[antlr-interest] java.lang.OutOfMemoryError: Java heap space

Wed Jun 6 09:27:10 PDT 2007

El 6/6/2007, a las 17:16, Jim Idle escribió:

> I think you just want to move most of this to the parser and be  
> done with it Wincent. As you are not trying to do anything with the  
> URI, just recognize it, then complicating the lexer so you can have  
> one URI token does not get you anywhere. Instead of using 'URI' in  
> your parser, you just use 'uri'. I don't think it is analysis bugs,  
> I think it is just that you have produced a massively complicated  
> lexer.

I would like to try this, but I'm afraid I don't have the experience  
with ANTLR to be able to pull it off... As I start moving things "up"  
into the parser it becomes harder and harder to write non-ambiguous  
lexer rules...

So what I have done in the time being is simplify the lexer as much  
as possible; you can check out the results here:

<http://pastie.textmate.org/68305>

This generates a lexer which is 1077 lines of Java code. It can no  
longer claim to be a true RFC 3986 recognizer, because in order to  
make this simpler I no longer attempt to recognize IPv6 literals, nor  
what the RFC refers to as "IPvFuture". At some point in the future  
when I am an ANTLR guru I'll hopefully be able to revisit this and  
make a rigorous recognizer of RFC 3986-compliant URIs...

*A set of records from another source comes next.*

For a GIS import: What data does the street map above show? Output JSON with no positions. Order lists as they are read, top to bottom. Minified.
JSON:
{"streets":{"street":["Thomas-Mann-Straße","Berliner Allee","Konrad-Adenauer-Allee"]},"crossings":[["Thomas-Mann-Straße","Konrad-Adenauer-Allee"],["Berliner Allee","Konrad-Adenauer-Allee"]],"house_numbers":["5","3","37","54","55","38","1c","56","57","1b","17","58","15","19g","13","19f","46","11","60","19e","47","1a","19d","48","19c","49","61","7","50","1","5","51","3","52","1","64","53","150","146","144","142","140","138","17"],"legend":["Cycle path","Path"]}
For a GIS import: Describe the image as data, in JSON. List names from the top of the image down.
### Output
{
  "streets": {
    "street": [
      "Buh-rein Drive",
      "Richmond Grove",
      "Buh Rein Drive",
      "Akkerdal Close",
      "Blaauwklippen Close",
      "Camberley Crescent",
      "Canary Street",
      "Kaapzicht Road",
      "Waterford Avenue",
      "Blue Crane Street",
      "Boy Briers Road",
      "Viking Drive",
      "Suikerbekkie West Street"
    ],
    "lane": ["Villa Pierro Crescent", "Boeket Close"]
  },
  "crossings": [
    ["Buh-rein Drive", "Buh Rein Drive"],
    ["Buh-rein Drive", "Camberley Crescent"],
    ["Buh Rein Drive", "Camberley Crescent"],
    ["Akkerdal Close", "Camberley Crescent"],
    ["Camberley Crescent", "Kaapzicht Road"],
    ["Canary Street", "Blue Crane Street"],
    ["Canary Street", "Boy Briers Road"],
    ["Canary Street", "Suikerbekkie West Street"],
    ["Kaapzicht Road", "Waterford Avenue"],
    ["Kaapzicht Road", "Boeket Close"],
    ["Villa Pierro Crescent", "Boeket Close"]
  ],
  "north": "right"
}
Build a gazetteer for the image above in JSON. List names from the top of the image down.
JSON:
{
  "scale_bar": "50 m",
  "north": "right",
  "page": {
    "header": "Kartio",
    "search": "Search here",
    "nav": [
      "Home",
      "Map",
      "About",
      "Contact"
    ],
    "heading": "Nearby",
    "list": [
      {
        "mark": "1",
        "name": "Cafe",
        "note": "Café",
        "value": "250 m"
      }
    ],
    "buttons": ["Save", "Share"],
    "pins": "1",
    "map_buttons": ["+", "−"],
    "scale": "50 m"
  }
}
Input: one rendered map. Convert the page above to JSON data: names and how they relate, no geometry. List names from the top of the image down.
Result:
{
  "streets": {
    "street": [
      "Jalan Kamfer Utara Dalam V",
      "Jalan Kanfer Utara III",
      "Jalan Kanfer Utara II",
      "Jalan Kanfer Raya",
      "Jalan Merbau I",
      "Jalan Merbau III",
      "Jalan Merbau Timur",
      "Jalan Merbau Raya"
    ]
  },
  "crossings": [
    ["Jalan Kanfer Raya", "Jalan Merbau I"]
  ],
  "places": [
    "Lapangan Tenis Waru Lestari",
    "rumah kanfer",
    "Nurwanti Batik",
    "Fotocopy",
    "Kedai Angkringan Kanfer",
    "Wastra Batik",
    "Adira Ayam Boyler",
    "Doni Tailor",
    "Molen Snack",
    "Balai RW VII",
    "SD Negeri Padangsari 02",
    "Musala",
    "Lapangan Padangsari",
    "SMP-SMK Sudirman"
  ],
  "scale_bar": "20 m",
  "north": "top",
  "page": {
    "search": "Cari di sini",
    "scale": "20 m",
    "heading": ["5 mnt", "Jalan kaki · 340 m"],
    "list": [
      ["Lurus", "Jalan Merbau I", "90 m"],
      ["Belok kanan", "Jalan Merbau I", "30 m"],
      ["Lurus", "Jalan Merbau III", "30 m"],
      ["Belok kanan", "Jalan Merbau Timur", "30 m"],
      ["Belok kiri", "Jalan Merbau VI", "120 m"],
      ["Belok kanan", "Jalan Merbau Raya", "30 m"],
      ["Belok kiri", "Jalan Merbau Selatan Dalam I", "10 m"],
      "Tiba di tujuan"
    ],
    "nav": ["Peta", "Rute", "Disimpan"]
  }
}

> On the number of lines generated, the C output contains a lot of  
> whitespace, comments (especially in lexer rules) and of course  
> formatting of '{' in C style and so will make you feel you are  
> getting more code lines than you actually are, but you will still  
> need lots of them for this lexer!

Nah, the extra size of the C output compared with the Java doesn't  
really bother me. I understand it's just a question of style and  
conventions. I love the C target! And I know nothing about Java, so  
I'd be lost without the C target...

Cheers,
Wincent